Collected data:
Segment Open

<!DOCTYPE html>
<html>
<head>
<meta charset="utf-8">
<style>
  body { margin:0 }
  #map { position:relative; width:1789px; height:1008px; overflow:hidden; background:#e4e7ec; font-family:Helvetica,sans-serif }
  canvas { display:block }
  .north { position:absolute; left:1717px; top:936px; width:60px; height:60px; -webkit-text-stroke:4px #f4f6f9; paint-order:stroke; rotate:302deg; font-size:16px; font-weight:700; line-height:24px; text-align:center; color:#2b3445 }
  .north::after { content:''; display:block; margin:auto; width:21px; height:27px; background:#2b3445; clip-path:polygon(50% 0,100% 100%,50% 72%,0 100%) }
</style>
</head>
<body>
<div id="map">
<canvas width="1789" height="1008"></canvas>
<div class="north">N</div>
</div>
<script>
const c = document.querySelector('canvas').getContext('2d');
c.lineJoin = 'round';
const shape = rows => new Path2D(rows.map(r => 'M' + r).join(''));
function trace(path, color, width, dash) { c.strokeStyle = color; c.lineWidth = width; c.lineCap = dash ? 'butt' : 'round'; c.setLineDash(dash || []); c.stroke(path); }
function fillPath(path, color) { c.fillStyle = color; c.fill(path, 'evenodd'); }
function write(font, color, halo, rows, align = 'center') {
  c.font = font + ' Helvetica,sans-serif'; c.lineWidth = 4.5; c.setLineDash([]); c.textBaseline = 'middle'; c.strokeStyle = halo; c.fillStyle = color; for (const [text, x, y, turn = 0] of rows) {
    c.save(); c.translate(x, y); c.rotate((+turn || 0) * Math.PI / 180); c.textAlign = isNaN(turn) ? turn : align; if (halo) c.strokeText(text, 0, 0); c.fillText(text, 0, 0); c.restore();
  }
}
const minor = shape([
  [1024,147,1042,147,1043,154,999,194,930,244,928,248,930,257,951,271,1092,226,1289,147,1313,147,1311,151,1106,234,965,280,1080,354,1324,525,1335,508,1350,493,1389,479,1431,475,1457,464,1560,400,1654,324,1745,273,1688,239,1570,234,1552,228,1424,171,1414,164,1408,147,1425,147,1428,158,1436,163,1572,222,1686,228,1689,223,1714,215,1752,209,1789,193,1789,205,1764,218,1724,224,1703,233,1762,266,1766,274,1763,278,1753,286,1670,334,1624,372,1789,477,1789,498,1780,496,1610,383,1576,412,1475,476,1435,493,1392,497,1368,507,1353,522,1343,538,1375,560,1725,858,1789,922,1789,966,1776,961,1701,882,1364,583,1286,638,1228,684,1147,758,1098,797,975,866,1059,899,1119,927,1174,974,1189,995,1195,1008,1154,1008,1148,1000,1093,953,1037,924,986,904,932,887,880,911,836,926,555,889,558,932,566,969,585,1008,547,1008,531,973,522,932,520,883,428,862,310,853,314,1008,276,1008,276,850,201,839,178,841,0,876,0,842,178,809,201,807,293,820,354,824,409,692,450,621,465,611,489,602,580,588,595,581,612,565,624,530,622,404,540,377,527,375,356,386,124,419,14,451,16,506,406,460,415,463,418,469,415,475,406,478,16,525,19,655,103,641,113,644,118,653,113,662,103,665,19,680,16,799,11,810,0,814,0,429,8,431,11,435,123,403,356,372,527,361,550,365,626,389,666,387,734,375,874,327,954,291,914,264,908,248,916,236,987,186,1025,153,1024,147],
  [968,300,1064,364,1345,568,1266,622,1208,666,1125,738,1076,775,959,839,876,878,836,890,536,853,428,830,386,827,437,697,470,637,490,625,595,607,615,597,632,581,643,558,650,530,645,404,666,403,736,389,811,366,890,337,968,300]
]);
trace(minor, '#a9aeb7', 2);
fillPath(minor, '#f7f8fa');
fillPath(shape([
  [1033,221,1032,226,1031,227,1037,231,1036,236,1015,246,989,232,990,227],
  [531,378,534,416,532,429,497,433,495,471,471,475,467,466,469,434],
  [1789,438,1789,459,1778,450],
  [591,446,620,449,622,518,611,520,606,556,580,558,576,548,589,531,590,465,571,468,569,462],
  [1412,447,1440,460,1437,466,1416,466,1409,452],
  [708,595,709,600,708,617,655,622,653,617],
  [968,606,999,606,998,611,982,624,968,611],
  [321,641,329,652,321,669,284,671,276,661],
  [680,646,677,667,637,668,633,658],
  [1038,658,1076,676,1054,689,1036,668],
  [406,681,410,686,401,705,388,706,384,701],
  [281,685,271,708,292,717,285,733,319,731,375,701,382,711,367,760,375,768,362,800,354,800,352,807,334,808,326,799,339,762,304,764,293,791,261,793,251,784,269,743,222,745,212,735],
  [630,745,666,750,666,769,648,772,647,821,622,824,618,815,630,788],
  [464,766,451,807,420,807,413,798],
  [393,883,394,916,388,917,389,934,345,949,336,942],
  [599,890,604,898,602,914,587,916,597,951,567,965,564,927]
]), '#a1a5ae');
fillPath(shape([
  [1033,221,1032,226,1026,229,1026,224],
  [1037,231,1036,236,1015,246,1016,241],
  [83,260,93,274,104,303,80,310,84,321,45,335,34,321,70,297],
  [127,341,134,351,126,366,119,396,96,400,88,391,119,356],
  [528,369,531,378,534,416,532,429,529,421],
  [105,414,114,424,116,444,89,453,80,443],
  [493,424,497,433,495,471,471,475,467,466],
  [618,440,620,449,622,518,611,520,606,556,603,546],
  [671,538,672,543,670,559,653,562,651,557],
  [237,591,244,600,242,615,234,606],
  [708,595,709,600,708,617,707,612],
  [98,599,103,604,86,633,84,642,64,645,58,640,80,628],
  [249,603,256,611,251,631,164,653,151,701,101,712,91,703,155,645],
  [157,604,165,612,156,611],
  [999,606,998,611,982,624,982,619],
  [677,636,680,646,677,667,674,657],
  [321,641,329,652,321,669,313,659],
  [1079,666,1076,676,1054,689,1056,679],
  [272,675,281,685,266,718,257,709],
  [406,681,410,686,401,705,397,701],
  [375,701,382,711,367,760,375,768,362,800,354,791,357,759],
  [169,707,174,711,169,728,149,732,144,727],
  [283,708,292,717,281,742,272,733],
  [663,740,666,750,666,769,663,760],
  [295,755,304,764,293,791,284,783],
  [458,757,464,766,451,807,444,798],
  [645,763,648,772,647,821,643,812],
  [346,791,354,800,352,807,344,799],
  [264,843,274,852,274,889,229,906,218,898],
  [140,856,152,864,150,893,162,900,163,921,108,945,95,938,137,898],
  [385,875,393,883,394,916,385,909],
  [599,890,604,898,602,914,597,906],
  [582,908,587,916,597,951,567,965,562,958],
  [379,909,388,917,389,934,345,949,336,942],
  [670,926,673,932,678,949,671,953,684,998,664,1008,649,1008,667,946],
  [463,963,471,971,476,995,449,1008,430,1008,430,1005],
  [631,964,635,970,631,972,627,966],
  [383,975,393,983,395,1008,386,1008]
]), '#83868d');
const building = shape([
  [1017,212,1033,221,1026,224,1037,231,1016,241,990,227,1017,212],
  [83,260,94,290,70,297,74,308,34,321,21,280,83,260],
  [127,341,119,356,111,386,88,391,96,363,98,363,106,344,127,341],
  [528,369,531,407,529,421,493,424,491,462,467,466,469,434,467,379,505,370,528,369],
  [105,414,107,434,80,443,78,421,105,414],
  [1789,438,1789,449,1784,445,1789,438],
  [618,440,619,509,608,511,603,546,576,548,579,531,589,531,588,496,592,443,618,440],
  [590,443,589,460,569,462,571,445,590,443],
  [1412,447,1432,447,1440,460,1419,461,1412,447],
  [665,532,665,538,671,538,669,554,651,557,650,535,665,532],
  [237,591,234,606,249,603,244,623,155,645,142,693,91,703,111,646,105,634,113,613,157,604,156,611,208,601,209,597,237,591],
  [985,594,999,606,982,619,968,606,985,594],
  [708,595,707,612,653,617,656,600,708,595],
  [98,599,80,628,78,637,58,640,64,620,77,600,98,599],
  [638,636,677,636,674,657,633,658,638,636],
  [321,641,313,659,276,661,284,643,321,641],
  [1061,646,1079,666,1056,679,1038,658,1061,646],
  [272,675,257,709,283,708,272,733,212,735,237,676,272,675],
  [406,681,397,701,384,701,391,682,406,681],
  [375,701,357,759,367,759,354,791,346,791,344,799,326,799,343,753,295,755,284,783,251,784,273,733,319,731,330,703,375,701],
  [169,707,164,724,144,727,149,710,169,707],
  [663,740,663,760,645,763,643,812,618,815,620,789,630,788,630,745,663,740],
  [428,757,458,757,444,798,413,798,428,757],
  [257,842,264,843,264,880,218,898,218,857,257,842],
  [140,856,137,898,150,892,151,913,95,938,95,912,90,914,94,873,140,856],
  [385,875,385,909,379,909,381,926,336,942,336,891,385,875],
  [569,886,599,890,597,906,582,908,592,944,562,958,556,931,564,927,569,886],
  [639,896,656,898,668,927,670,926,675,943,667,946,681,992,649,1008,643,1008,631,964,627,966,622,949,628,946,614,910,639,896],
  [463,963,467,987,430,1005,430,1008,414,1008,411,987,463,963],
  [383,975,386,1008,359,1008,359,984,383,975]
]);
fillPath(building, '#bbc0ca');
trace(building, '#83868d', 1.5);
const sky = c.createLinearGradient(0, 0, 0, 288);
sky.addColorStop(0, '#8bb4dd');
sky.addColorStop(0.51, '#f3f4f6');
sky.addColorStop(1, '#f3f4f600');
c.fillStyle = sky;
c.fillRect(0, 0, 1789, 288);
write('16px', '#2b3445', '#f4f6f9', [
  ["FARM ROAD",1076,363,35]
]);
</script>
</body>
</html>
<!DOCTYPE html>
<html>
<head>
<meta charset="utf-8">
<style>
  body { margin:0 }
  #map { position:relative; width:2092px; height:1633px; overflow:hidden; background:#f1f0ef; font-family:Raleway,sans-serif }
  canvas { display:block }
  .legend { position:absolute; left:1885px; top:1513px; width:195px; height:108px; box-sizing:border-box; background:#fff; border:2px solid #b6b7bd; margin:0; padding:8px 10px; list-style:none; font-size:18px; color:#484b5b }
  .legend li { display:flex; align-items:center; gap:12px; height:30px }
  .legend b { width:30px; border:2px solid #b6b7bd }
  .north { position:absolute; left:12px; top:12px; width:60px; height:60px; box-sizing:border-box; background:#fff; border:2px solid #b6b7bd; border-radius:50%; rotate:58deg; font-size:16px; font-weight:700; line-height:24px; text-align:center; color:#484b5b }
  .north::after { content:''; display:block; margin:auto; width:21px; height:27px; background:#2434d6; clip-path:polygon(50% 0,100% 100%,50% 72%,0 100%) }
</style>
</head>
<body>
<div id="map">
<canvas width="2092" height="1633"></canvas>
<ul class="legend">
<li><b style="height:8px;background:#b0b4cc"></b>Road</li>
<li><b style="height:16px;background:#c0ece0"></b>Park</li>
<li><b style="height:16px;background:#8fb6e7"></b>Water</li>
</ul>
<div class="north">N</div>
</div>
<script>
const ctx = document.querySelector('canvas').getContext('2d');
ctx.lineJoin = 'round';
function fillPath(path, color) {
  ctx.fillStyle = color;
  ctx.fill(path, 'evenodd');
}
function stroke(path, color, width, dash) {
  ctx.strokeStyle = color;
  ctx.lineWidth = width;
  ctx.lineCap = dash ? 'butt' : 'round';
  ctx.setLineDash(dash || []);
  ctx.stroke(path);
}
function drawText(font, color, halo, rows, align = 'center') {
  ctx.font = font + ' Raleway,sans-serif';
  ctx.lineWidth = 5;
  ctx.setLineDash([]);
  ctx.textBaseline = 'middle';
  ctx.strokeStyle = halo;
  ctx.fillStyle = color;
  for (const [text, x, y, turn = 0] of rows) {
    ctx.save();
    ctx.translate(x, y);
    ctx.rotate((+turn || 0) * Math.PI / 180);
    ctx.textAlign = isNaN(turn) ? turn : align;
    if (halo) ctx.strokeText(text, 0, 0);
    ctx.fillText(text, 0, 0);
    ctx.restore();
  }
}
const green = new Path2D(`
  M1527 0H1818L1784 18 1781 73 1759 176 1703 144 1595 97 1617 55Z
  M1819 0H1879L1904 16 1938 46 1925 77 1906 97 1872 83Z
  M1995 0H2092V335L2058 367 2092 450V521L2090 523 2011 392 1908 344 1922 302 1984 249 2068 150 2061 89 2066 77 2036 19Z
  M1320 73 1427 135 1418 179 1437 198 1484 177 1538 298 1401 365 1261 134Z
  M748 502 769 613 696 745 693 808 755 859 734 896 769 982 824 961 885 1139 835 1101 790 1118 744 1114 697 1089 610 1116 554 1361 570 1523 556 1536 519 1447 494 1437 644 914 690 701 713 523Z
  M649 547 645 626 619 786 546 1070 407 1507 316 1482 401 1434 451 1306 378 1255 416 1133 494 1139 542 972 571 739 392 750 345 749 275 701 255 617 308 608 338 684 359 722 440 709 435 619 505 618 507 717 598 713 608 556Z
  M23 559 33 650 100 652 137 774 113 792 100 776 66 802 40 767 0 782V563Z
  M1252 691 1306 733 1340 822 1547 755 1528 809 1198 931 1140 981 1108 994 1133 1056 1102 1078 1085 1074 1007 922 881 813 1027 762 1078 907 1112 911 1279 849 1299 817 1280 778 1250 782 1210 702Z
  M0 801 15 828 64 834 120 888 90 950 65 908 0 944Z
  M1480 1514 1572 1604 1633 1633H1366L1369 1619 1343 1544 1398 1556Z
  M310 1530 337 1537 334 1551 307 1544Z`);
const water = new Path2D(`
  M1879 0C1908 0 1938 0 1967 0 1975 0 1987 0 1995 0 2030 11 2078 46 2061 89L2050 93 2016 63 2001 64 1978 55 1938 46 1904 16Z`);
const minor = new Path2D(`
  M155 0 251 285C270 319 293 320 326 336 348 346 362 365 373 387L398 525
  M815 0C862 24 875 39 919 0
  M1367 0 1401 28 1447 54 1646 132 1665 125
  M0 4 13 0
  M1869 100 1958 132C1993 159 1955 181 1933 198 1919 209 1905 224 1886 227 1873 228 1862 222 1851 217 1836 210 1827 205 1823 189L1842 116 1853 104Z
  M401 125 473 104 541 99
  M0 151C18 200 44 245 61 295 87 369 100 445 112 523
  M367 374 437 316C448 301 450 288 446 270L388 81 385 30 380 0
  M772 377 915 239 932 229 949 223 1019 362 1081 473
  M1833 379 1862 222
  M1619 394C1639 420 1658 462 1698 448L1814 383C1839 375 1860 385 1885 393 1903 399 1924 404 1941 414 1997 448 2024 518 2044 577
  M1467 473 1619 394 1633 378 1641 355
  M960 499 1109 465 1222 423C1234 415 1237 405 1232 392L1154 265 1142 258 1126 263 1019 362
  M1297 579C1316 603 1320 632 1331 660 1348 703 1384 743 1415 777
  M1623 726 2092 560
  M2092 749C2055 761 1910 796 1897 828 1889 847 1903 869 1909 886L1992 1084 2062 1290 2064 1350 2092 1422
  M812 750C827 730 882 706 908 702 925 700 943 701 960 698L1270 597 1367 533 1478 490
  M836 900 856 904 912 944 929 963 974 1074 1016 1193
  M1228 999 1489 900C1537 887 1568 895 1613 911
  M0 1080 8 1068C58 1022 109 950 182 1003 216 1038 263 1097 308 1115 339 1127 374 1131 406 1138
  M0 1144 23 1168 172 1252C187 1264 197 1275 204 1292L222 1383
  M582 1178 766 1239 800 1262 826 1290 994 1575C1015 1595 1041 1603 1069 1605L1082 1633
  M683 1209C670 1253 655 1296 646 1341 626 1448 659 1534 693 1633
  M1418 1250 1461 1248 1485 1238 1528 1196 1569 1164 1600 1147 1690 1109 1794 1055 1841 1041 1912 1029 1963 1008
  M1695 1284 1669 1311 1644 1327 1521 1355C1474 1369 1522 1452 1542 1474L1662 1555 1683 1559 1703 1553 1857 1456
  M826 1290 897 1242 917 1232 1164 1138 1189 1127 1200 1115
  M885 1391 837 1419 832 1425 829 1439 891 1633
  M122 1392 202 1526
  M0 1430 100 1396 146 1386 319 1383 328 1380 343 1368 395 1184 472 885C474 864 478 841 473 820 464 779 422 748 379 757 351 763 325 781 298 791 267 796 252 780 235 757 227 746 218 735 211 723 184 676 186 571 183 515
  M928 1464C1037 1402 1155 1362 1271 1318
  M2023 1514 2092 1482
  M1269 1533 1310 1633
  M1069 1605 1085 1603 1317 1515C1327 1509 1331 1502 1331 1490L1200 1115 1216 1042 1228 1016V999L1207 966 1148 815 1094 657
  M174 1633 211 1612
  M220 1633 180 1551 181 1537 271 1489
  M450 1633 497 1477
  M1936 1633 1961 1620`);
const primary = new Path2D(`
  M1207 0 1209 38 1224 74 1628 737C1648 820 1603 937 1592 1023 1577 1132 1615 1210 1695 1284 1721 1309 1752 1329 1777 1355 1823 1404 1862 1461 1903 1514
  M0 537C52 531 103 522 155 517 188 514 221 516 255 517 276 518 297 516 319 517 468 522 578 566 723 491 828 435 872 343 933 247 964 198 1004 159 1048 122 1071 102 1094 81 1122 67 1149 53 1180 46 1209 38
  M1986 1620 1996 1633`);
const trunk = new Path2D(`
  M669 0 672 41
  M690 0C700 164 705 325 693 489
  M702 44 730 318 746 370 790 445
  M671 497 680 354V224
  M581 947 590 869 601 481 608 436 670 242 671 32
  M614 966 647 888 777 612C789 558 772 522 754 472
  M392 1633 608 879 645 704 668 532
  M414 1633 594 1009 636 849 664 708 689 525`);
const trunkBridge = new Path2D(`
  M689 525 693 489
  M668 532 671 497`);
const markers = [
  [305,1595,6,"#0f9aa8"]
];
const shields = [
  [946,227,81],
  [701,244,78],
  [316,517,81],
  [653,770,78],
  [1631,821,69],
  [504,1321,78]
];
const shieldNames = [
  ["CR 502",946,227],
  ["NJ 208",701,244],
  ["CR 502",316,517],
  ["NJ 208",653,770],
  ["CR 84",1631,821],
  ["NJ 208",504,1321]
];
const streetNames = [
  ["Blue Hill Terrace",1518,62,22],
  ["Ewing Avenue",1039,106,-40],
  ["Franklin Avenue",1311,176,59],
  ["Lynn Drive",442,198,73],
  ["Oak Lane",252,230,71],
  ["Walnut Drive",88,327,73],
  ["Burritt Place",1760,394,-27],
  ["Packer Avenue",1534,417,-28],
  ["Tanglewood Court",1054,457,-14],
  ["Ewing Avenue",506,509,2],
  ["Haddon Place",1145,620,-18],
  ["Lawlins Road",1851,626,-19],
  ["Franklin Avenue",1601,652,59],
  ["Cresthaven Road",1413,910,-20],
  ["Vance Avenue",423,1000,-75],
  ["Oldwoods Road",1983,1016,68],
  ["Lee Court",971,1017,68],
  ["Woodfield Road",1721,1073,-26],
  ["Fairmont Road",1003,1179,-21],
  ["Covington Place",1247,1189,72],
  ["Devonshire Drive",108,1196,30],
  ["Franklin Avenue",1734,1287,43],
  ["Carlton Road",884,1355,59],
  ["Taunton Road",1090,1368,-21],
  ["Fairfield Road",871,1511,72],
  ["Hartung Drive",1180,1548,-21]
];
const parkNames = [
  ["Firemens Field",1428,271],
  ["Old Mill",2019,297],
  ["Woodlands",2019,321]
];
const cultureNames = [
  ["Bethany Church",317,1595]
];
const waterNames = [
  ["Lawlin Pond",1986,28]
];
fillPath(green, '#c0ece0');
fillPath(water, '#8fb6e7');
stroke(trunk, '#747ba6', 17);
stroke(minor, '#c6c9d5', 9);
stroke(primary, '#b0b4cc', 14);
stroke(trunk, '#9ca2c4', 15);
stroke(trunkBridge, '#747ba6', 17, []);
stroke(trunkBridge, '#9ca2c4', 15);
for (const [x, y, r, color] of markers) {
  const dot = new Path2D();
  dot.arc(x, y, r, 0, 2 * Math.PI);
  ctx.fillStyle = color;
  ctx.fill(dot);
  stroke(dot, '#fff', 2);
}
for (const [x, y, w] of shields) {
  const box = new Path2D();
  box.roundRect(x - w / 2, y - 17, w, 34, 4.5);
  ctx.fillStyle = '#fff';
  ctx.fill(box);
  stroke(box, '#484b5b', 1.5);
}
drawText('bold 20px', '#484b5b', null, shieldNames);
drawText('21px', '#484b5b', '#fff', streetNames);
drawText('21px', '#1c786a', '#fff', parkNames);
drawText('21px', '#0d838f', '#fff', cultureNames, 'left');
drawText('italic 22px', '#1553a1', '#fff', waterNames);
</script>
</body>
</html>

Segment Closed

> _About this exercise_
Could you state how many lines of the data include the word "lineWidth"? Only the number is needed.

> _Response below_
4